Dewan Pengacara sedang mencari pernyataan pengadilan bahwa keputusan Hakim Pengadilan Tinggi pada saat itu, Datuk Collin Lawrence Sequerah (sekarang Hakim Pengadilan Federal) yang mengizinkan Ahmad Zahid dibebaskan tanpa pembebasan (DNAA) atas 47 tuduhan pelanggaran kepercayaan, korupsi dan pencucian uang terkait dana Yayasan Akalbudi adalah batal demi hukum.

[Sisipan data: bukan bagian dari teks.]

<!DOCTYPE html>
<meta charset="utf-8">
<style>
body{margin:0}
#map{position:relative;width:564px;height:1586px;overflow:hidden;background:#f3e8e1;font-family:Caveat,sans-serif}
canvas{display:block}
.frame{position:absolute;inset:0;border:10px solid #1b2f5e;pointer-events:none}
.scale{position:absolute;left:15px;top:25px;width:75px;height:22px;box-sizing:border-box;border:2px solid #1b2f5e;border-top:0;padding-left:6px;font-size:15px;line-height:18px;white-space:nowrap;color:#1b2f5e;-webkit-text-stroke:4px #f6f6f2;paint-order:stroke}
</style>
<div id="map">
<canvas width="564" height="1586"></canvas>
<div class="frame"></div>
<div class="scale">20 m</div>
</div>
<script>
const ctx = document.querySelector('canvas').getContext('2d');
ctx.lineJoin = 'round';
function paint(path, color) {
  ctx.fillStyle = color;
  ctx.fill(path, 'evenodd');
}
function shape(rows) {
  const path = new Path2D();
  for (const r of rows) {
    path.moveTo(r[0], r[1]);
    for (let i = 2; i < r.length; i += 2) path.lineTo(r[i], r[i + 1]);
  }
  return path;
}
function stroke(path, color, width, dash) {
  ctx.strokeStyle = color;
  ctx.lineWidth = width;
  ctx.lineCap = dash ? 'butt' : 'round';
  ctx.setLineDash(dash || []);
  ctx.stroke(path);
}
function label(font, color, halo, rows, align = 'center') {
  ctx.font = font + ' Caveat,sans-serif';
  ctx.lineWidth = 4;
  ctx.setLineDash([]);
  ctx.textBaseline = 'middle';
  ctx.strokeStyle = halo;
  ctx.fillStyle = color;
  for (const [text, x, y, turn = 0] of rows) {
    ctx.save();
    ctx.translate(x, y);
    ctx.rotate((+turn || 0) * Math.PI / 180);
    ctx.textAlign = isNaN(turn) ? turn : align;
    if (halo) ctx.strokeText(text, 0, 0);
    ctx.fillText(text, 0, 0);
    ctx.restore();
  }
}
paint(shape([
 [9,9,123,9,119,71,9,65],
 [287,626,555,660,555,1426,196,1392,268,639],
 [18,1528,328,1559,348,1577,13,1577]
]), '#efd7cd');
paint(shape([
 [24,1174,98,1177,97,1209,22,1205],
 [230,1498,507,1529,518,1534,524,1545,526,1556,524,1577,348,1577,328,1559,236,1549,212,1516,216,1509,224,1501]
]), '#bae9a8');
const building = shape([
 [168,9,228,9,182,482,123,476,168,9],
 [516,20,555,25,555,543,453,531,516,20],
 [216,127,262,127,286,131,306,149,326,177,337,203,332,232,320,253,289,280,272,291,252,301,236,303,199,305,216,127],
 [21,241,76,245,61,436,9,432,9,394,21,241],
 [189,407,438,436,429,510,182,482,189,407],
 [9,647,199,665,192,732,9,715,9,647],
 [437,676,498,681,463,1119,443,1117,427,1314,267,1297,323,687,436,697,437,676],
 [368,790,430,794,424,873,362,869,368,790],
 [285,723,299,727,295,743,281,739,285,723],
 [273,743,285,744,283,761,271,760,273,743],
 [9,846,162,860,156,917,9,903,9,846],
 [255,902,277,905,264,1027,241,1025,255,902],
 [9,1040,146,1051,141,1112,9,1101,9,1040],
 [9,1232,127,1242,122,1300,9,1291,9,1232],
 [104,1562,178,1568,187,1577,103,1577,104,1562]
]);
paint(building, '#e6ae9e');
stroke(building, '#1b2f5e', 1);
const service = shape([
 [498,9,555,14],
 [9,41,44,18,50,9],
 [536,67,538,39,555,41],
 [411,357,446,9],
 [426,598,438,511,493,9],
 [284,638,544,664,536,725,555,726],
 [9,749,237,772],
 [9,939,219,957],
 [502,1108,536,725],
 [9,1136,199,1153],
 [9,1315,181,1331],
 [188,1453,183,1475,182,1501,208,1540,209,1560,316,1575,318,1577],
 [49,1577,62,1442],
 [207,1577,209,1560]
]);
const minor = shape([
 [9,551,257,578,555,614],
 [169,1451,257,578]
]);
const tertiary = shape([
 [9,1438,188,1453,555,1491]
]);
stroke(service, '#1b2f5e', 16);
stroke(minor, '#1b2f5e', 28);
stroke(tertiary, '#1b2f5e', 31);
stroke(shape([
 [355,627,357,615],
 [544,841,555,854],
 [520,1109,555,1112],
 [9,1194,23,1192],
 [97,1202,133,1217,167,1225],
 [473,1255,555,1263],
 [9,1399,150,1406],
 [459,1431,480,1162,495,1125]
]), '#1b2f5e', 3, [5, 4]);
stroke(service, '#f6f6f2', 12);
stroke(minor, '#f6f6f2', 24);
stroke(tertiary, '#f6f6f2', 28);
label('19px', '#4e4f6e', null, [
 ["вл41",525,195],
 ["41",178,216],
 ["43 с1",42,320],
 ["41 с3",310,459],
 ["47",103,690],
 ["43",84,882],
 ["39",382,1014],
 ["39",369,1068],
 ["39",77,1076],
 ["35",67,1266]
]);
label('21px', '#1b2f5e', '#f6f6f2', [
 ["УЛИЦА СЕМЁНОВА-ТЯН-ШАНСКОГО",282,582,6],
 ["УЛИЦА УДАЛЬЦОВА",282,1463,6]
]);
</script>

Keputusan tersebut diambil Pengadilan Tinggi setelah jaksa menginformasikan bahwa Kejaksaan Agung bermaksud menghentikan persidangan terhadap Ahmad Zahid untuk memeriksa bukti-bukti baru.

PakarPBN

A Private Blog Network (PBN) is a collection of websites that are controlled by a single individual or organization and used primarily to build backlinks to a “money site” in order to influence its ranking in search engines such as Google. The core idea behind a PBN is based on the importance of backlinks in Google’s ranking algorithm. Since Google views backlinks as signals of authority and trust, some website owners attempt to artificially create these signals through a controlled network of sites.

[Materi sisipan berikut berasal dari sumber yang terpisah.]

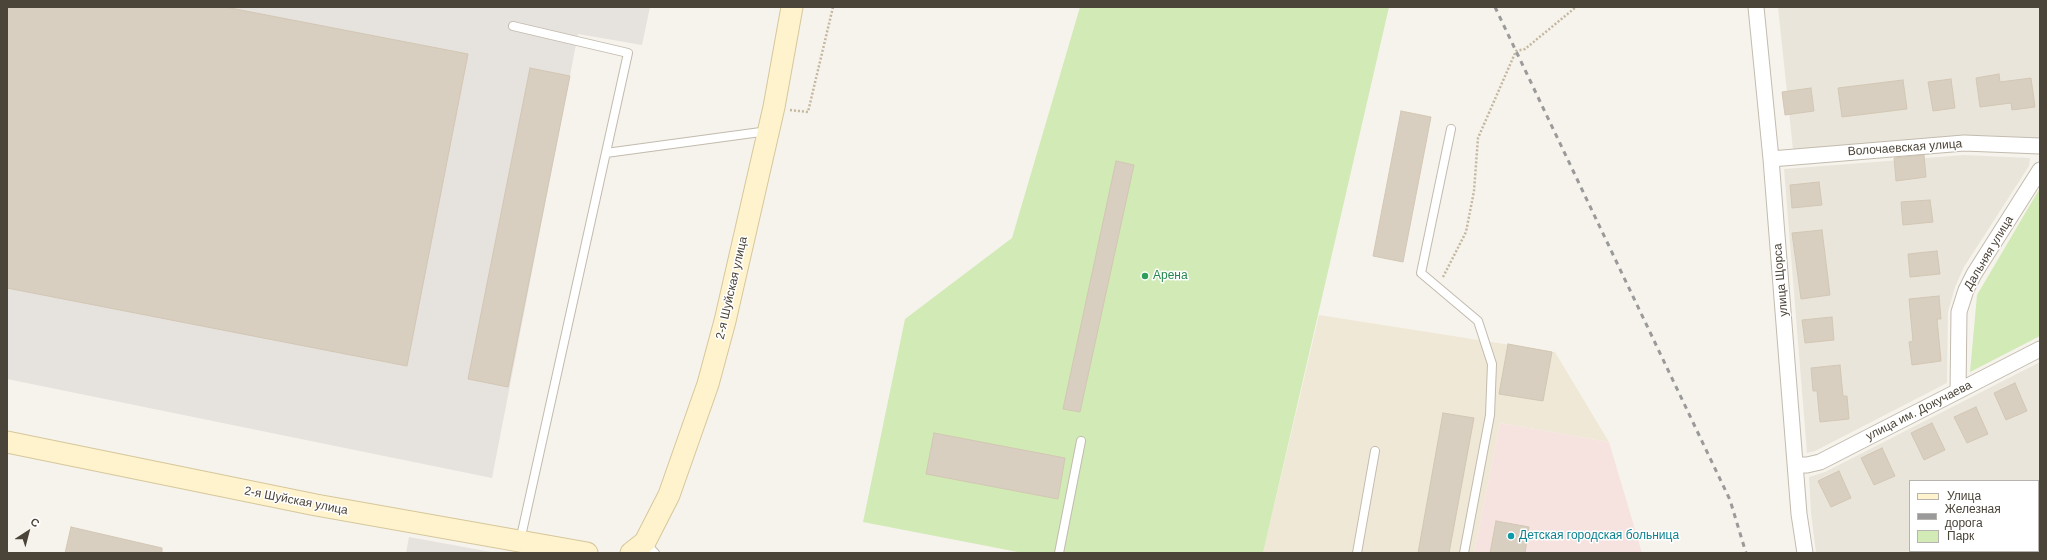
<!DOCTYPE html>
<html>
<head>
<meta charset="utf-8">
<style>
  body { margin:0 }
  #map { position:relative; width:2047px; height:560px; overflow:hidden; background:#f6f3ec; font-family:Arial,sans-serif }
  canvas { display:block }
  .frame { position:absolute; inset:0; border:8px solid #4b4439; pointer-events:none }
  .legend { position:absolute; left:1909px; top:480px; width:130px; height:72px; box-sizing:border-box; background:#fff; border:1px solid #b7b4b0; margin:0; padding:5px 7px; list-style:none; font-size:12px; color:#4b4439 }
  .legend li { display:flex; align-items:center; gap:8px; height:20px }
  .legend b { width:20px; border:1px solid #b7b4b0 }
  .north { position:absolute; left:8px; top:512px; width:40px; height:40px; -webkit-text-stroke:3px #fff; paint-order:stroke; rotate:36deg; font-size:11px; font-weight:700; line-height:16px; text-align:center; color:#4b4439 }
  .north::after { content:''; display:block; margin:auto; width:14px; height:18px; background:#4b4439; clip-path:polygon(50% 0,100% 100%,50% 72%,0 100%) }
</style>
</head>
<body>
<div id="map">
<canvas width="2047" height="560"></canvas>
<div class="frame"></div>
<ul class="legend">
<li><b style="height:5px;background:#fff3cd"></b>Улица</li>
<li><b style="height:5px;background:#9a9a9a"></b>Железная дорога</li>
<li><b style="height:11px;background:#d2eab5"></b>Парк</li>
</ul>
<div class="north">С</div>
</div>
<script>
const c = document.querySelector('canvas').getContext('2d');
c.lineJoin = 'round';
function paint(path, color) {
  c.fillStyle = color;
  c.fill(path, 'evenodd');
}
function shape(rows) {
  const path = new Path2D();
  for (const r of rows) {
    path.moveTo(r[0], r[1]);
    for (let i = 2; i < r.length; i += 2) path.lineTo(r[i], r[i + 1]);
  }
  return path;
}
function trace(path, color, width, dash) {
  c.strokeStyle = color;
  c.lineWidth = width;
  c.lineCap = dash ? 'butt' : 'round';
  c.setLineDash(dash || []);
  c.stroke(path);
}
function label(font, color, halo, rows, align = 'center') {
  c.font = font + ' Arial,sans-serif';
  c.lineWidth = 3;
  c.setLineDash([]);
  c.textBaseline = 'middle';
  c.strokeStyle = halo;
  c.fillStyle = color;
  for (const [text, x, y, turn = 0] of rows) {
    c.save();
    c.translate(x, y);
    c.rotate((+turn || 0) * Math.PI / 180);
    c.textAlign = isNaN(turn) ? turn : align;
    if (halo) c.strokeText(text, 0, 0);
    c.fillText(text, 0, 0);
    c.restore();
  }
}
const residential = shape([
  [1778,7,2040,7,2040,138,1974,135,1793,150],
  [1964,155,2030,158,2029,166,1964,267,1955,287,1948,312,1947,383,1815,451,1807,453,1784,169],
  [2040,362,2040,553,1816,553,1811,513,1809,477,1825,472],
  [1910,481,2038,481,2038,551,1910,551]
]);
const industrial = shape([
  [7,7,650,7,642,45,578,34,492,478,7,379],
  [409,537,497,553,406,553]
]);
const education = shape([
  [1319,315,1555,352,1609,442,1500,423,1474,553,1263,553]
]);
const medical = shape([
  [1500,423,1609,442,1642,553,1474,553]
]);
const green = shape([
  [1080,7,1389,7,1263,553,1023,553,863,522,905,319,1012,238],
  [2040,188,2040,336,1970,372,1977,295]
]);
const building = shape([
  [7,7,225,7,468,54,407,366,7,288,7,7],
  [530,68,570,76,508,387,468,379,530,68],
  [1999,74,2000,82,2031,78,2035,107,2012,110,2011,103,1980,107,1976,78,1999,74],
  [1951,79,1955,108,1933,111,1928,82,1951,79],
  [1903,80,1907,109,1842,117,1838,88,1903,80],
  [1811,88,1814,111,1785,115,1782,92,1811,88],
  [1401,111,1431,117,1403,262,1373,256,1401,111],
  [1924,155,1926,177,1896,181,1894,158,1924,155],
  [1116,161,1134,165,1080,412,1063,409,1116,161],
  [1819,182,1822,205,1792,208,1790,185,1819,182],
  [1930,200,1933,222,1903,225,1901,202,1930,200],
  [1822,230,1830,295,1801,299,1792,233,1822,230],
  [1937,251,1940,274,1910,277,1908,254,1937,251],
  [1939,296,1941,319,1937,319,1941,361,1912,365,1909,342,1913,341,1909,299,1939,296],
  [1832,317,1834,340,1805,343,1802,320,1832,317],
  [1508,344,1552,352,1543,401,1499,394,1508,344],
  [1840,365,1843,396,1847,396,1849,419,1820,422,1817,391,1813,391,1811,368,1840,365],
  [2015,383,2027,411,2006,420,1994,393,2015,383],
  [1976,407,1988,434,1967,443,1954,417,1976,407],
  [1443,413,1474,418,1449,553,1418,553,1443,413],
  [1932,423,1945,450,1924,460,1911,433,1932,423],
  [934,433,1065,458,1058,499,926,474,934,433],
  [1882,448,1895,476,1874,485,1861,458,1882,448],
  [1839,471,1851,498,1831,507,1818,481,1839,471],
  [1496,521,1529,527,1525,553,1490,553,1496,521],
  [71,527,162,548,162,553,65,553,71,527]
]);
const path = shape([
  [790,110,808,112,833,7],
  [1443,277,1466,232,1474,191,1478,138,1516,51,1525,49,1576,7]
]);
const lane = shape([
  [513,26,628,53,520,541],
  [1451,129,1421,273,1478,321,1492,364,1490,415,1464,553],
  [606,153,768,131],
  [645,543,655,553],
  [1059,553,1081,441],
  [1357,553,1375,451]
]);
const street = shape([
  [1756,7,1771,159,1799,514,1805,553],
  [1771,159,1964,143,2040,146],
  [1958,391,1959,312,1966,290,1974,274,2040,170],
  [1796,465,1807,465,1820,462,2040,349]
]);
const secondary = shape([
  [7,442,316,505,587,553],
  [631,553,645,542,669,495,708,384,725,321,774,107,792,7]
]);
const rail = shape([
  [1495,7,1730,500,1746,553]
]);
const markers = [
  [1145,276,4,"#2e9e5b"],
  [1511,536,4,"#0f9aa8"]
];
const streetNames = [
  ["Волочаевская улица",1905,148,-4],
  ["Дальняя улица",1989,253,-59],
  ["улица Щорса",1781,280,-95],
  ["2-я Шуйская улица",732,288,-77],
  ["улица им. Докучаева",1919,411,-27],
  ["2-я Шуйская улица",296,501,11]
];
const leisureNames = [
  ["Арена",1153,276]
];
const cultureNames = [
  ["Детская городская больница",1519,536]
];
paint(residential, '#eae5da');
paint(industrial, '#e6e2dd');
paint(education, '#efe8d6');
paint(medical, '#f6e3e0');
paint(green, '#d2eab5');
paint(building, '#d8cfc1');
trace(building, '#d3c7b4', 1);
trace(lane, '#c2bbae', 10);
trace(street, '#c2bbae', 17);
trace(secondary, '#d6c79b', 23);
trace(path, '#c4b79f', 2.5, [2, 2]);
trace(lane, '#fff', 8);
trace(street, '#fff', 15);
trace(secondary, '#fff3cd', 21);
trace(rail, '#9a9a9a', 3, [5, 5]);
for (const [x, y, r, color] of markers) {
  const dot = new Path2D();
  dot.arc(x, y, r, 0, 2 * Math.PI);
  c.fillStyle = color;
  c.fill(dot);
  trace(dot, '#fff', 1.5);
}
label('12px', '#4b4439', '#fff', streetNames);
label('12px', '#27864d', '#fff', leisureNames, 'left');
label('12px', '#0d838f', '#fff', cultureNames, 'left');
</script>
</body>
</html>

In a typical PBN setup, the owner acquires expired or aged domains that already have existing authority, backlinks, and history. These domains are rebuilt with new content and hosted separately, often using different IP addresses, hosting providers, themes, and ownership details to make them appear unrelated. Within the content published on these sites, links are strategically placed that point to the main website the owner wants to rank higher. By doing this, the owner attempts to pass link equity (also known as “link juice”) from the PBN sites to the target website.

The purpose of a PBN is to give the impression that the target website is naturally earning links from multiple independent sources. If done effectively, this can temporarily improve keyword rankings, increase organic visibility, and drive more traffic from search results.